**EXERCISE**
Ignoring every picture, transcribe the data in full as it stands.

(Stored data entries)
---------------

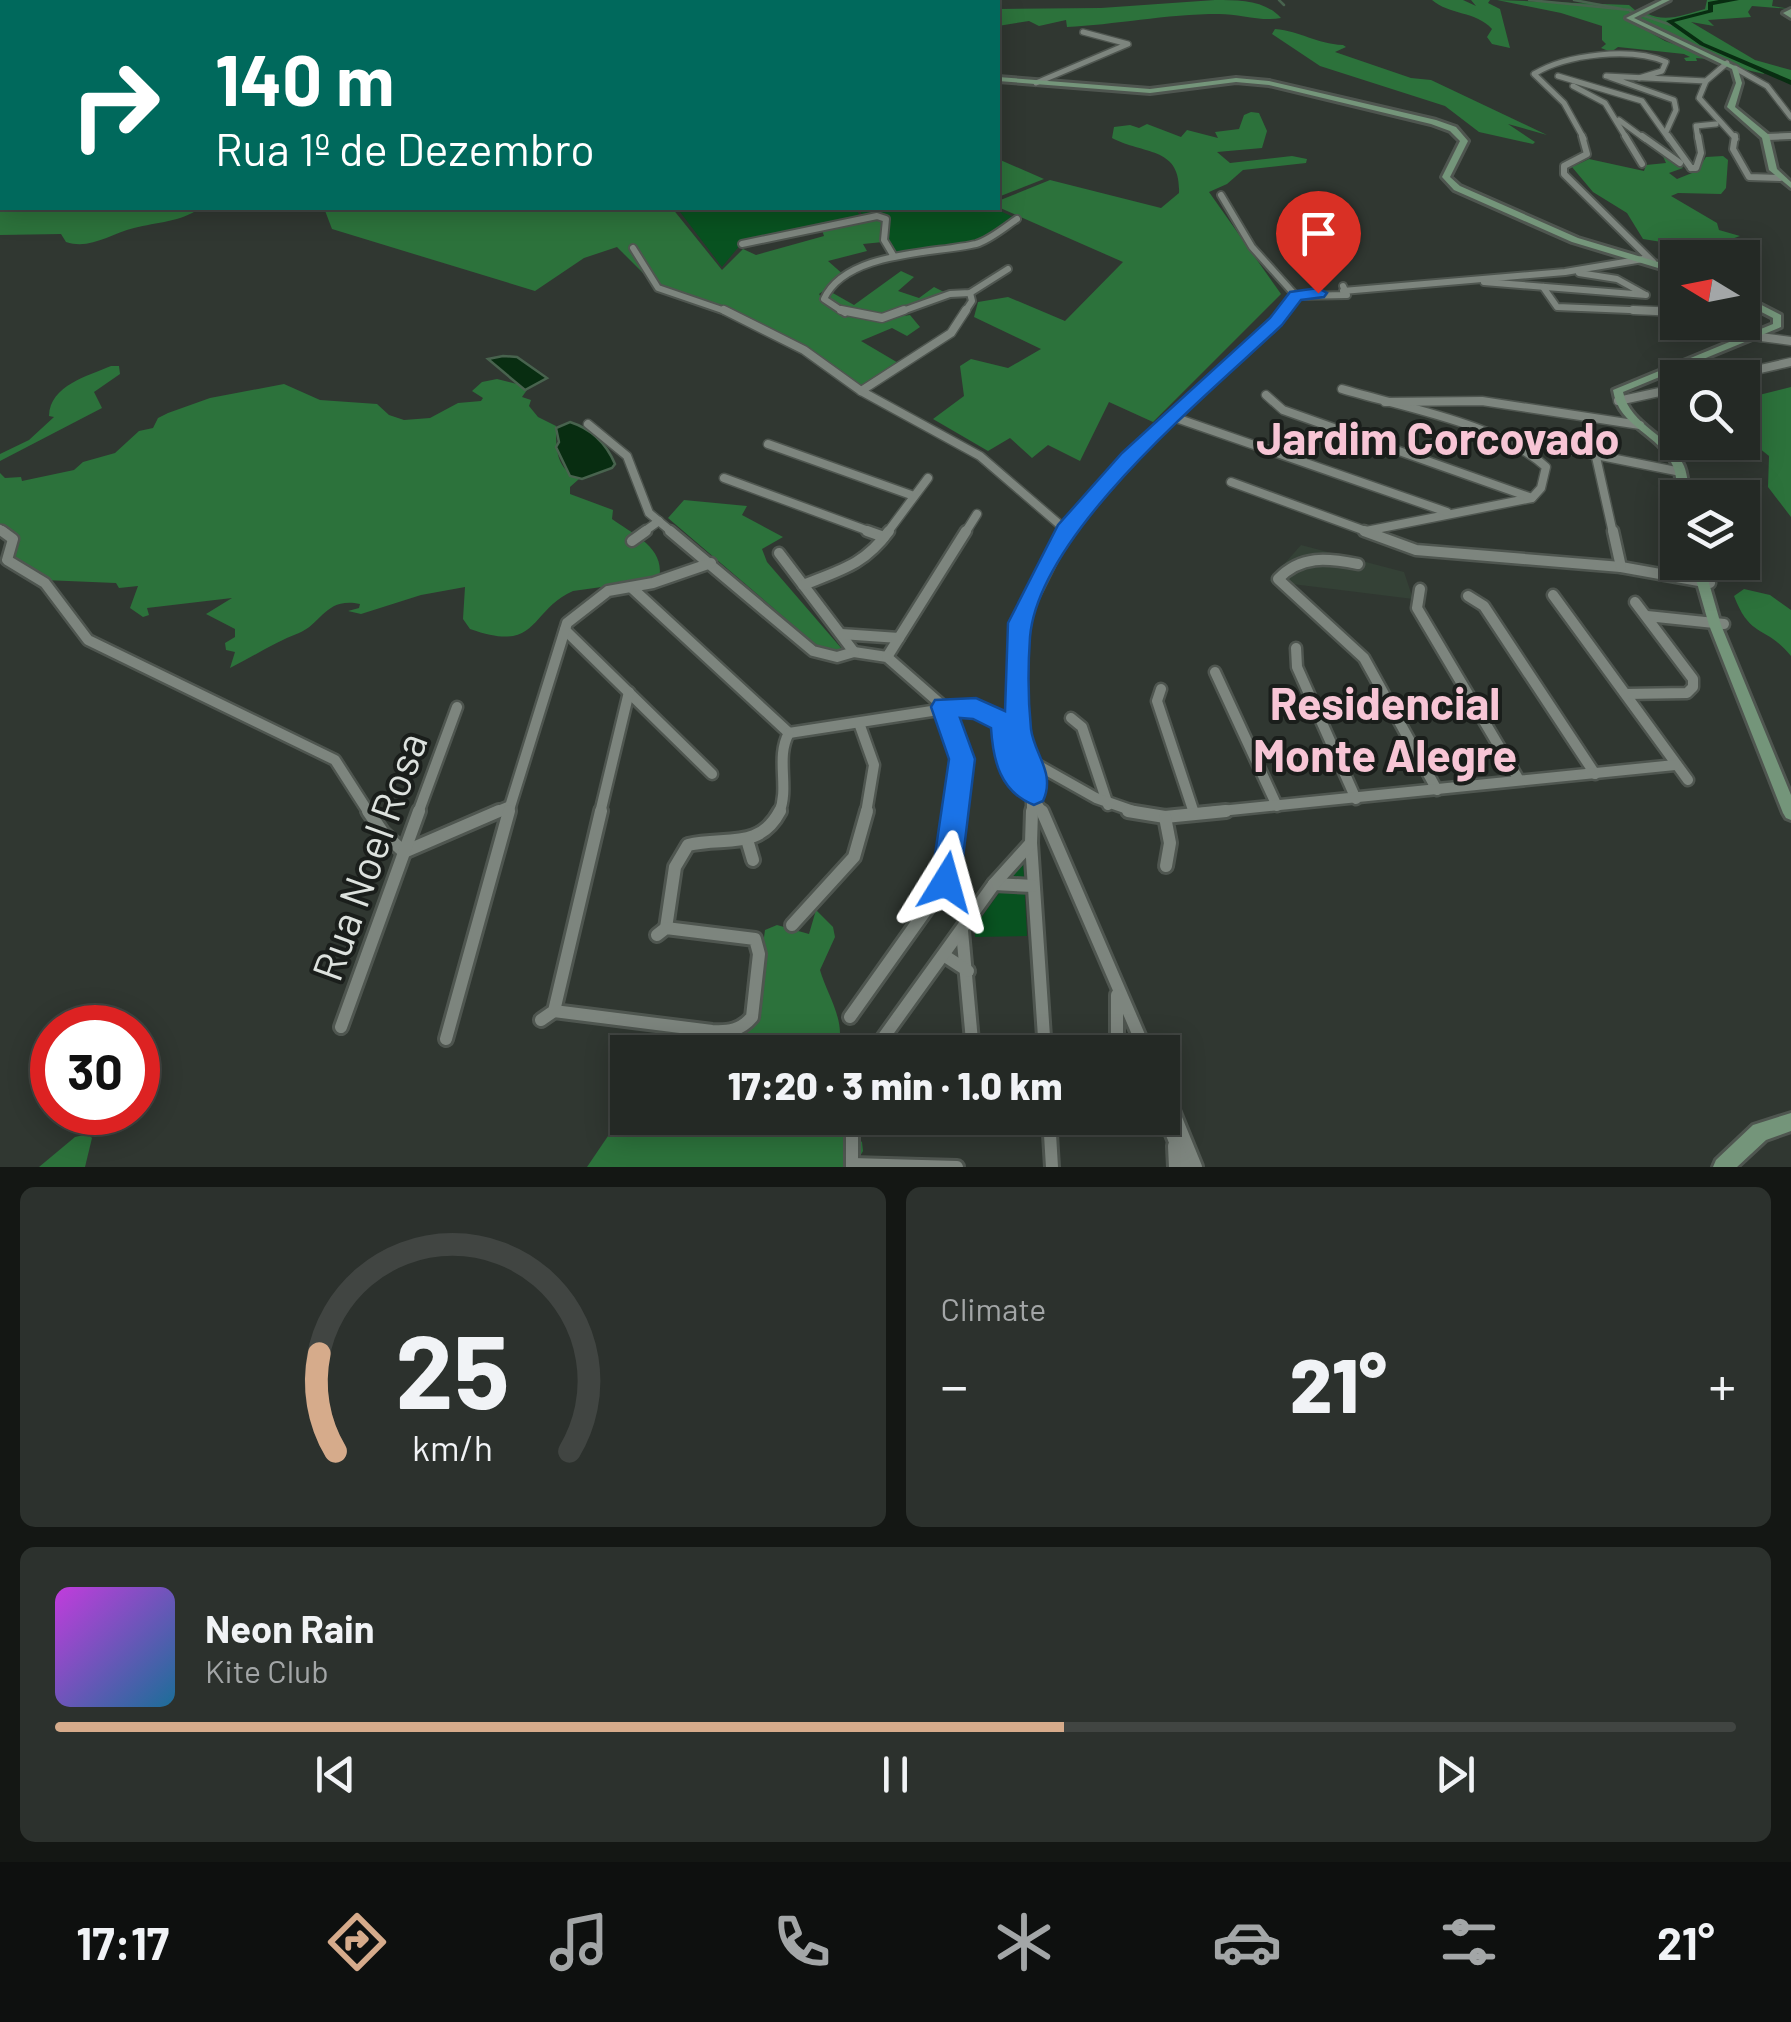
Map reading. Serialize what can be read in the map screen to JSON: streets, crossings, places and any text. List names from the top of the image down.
{
  "streets": {
    "street": ["Rua Noel Rosa"]
  },
  "districts": ["Jardim Corcovado", "Residencial Monte Alegre"],
  "north": "left",
  "page": {
    "turn": ["140 m", "Rua 1º de Dezembro"],
    "limit": "30",
    "trip": "17:20 · 3 min · 1.0 km",
    "tile": "Climate",
    "heat": ["−", "21°", "+"],
    "song": ["Neon Rain", "Kite Club"],
    "tabs": ["17:17", "21°"],
    "gauge": ["25", "km/h"]
  }
}
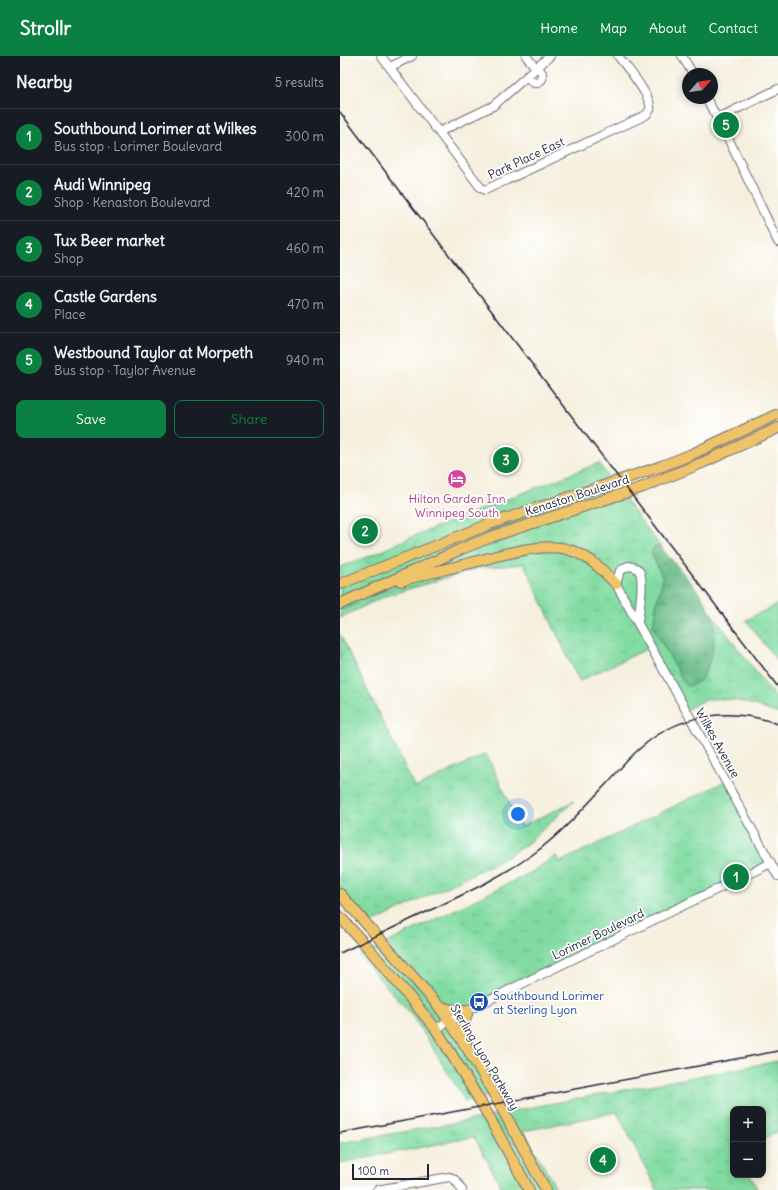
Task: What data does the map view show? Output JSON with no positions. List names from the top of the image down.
{
  "streets": {
    "main road": ["Kenaston Boulevard", "Sterling Lyon Parkway"],
    "street": ["Park Place East", "Wilkes Avenue", "Lorimer Boulevard"]
  },
  "crossings": [
    ["Wilkes Avenue", "Lorimer Boulevard"],
    ["Lorimer Boulevard", "Sterling Lyon Parkway"]
  ],
  "places": {
    "hotel": ["Hilton Garden Inn Winnipeg South"],
    "bus stop": ["Southbound Lorimer at Sterling Lyon"]
  },
  "scale_bar": "100 m",
  "north": "top right",
  "page": {
    "header": "Strollr",
    "nav": [
      "Home",
      "Map",
      "About",
      "Contact"
    ],
    "heading": ["Nearby", "5 results"],
    "list": [
      {
        "mark": "1",
        "name": "Southbound Lorimer at Wilkes",
        "note": "Bus stop · Lorimer Boulevard",
        "value": "300 m"
      },
      {
        "mark": "2",
        "name": "Audi Winnipeg",
        "note": "Shop · Kenaston Boulevard",
        "value": "420 m"
      },
      {
        "mark": "3",
        "name": "Tux Beer market",
        "note": "Shop",
        "value": "460 m"
      },
      {
        "mark": "4",
        "name": "Castle Gardens",
        "note": "Place",
        "value": "470 m"
      },
      {
        "mark": "5",
        "name": "Westbound Taylor at Morpeth",
        "note": "Bus stop · Taylor Avenue",
        "value": "940 m"
      }
    ],
    "pins": [
      "5",
      "3",
      "2",
      "1",
      "4"
    ],
    "buttons": ["Save", "Share"],
    "map_buttons": ["+", "−"],
    "scale": "100 m"
  }
}
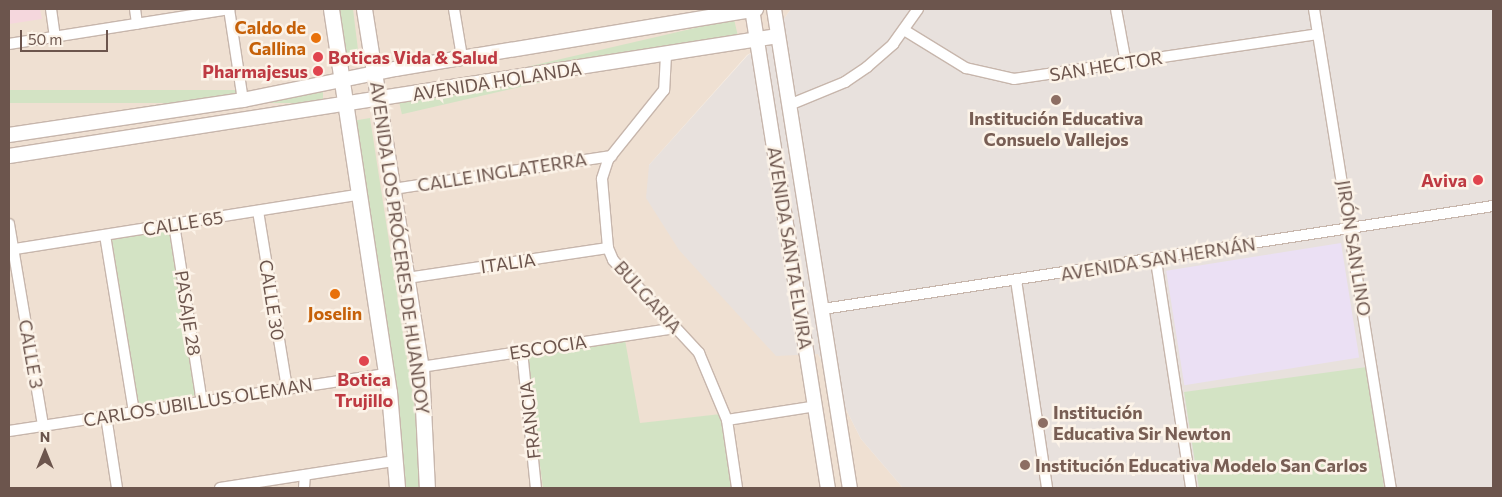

---------------

**WRITTEN SOLUTION**
Map reading. Serialize what can be read in the map screen to JSON: streets, crossings, places and any text. List names from the top of the image down.
{
  "streets": {
    "street": ["Rua Noel Rosa"]
  },
  "districts": ["Jardim Corcovado", "Residencial Monte Alegre"],
  "north": "left",
  "page": {
    "turn": ["140 m", "Rua 1º de Dezembro"],
    "limit": "30",
    "trip": "17:20 · 3 min · 1.0 km",
    "tile": "Climate",
    "heat": ["−", "21°", "+"],
    "song": ["Neon Rain", "Kite Club"],
    "tabs": ["17:17", "21°"],
    "gauge": ["25", "km/h"]
  }
}
Task: What data does the map view show? Output JSON with no positions. List names from the top of the image down.
{
  "streets": {
    "main road": ["Kenaston Boulevard", "Sterling Lyon Parkway"],
    "street": ["Park Place East", "Wilkes Avenue", "Lorimer Boulevard"]
  },
  "crossings": [
    ["Wilkes Avenue", "Lorimer Boulevard"],
    ["Lorimer Boulevard", "Sterling Lyon Parkway"]
  ],
  "places": {
    "hotel": ["Hilton Garden Inn Winnipeg South"],
    "bus stop": ["Southbound Lorimer at Sterling Lyon"]
  },
  "scale_bar": "100 m",
  "north": "top right",
  "page": {
    "header": "Strollr",
    "nav": [
      "Home",
      "Map",
      "About",
      "Contact"
    ],
    "heading": ["Nearby", "5 results"],
    "list": [
      {
        "mark": "1",
        "name": "Southbound Lorimer at Wilkes",
        "note": "Bus stop · Lorimer Boulevard",
        "value": "300 m"
      },
      {
        "mark": "2",
        "name": "Audi Winnipeg",
        "note": "Shop · Kenaston Boulevard",
        "value": "420 m"
      },
      {
        "mark": "3",
        "name": "Tux Beer market",
        "note": "Shop",
        "value": "460 m"
      },
      {
        "mark": "4",
        "name": "Castle Gardens",
        "note": "Place",
        "value": "470 m"
      },
      {
        "mark": "5",
        "name": "Westbound Taylor at Morpeth",
        "note": "Bus stop · Taylor Avenue",
        "value": "940 m"
      }
    ],
    "pins": [
      "5",
      "3",
      "2",
      "1",
      "4"
    ],
    "buttons": ["Save", "Share"],
    "map_buttons": ["+", "−"],
    "scale": "100 m"
  }
}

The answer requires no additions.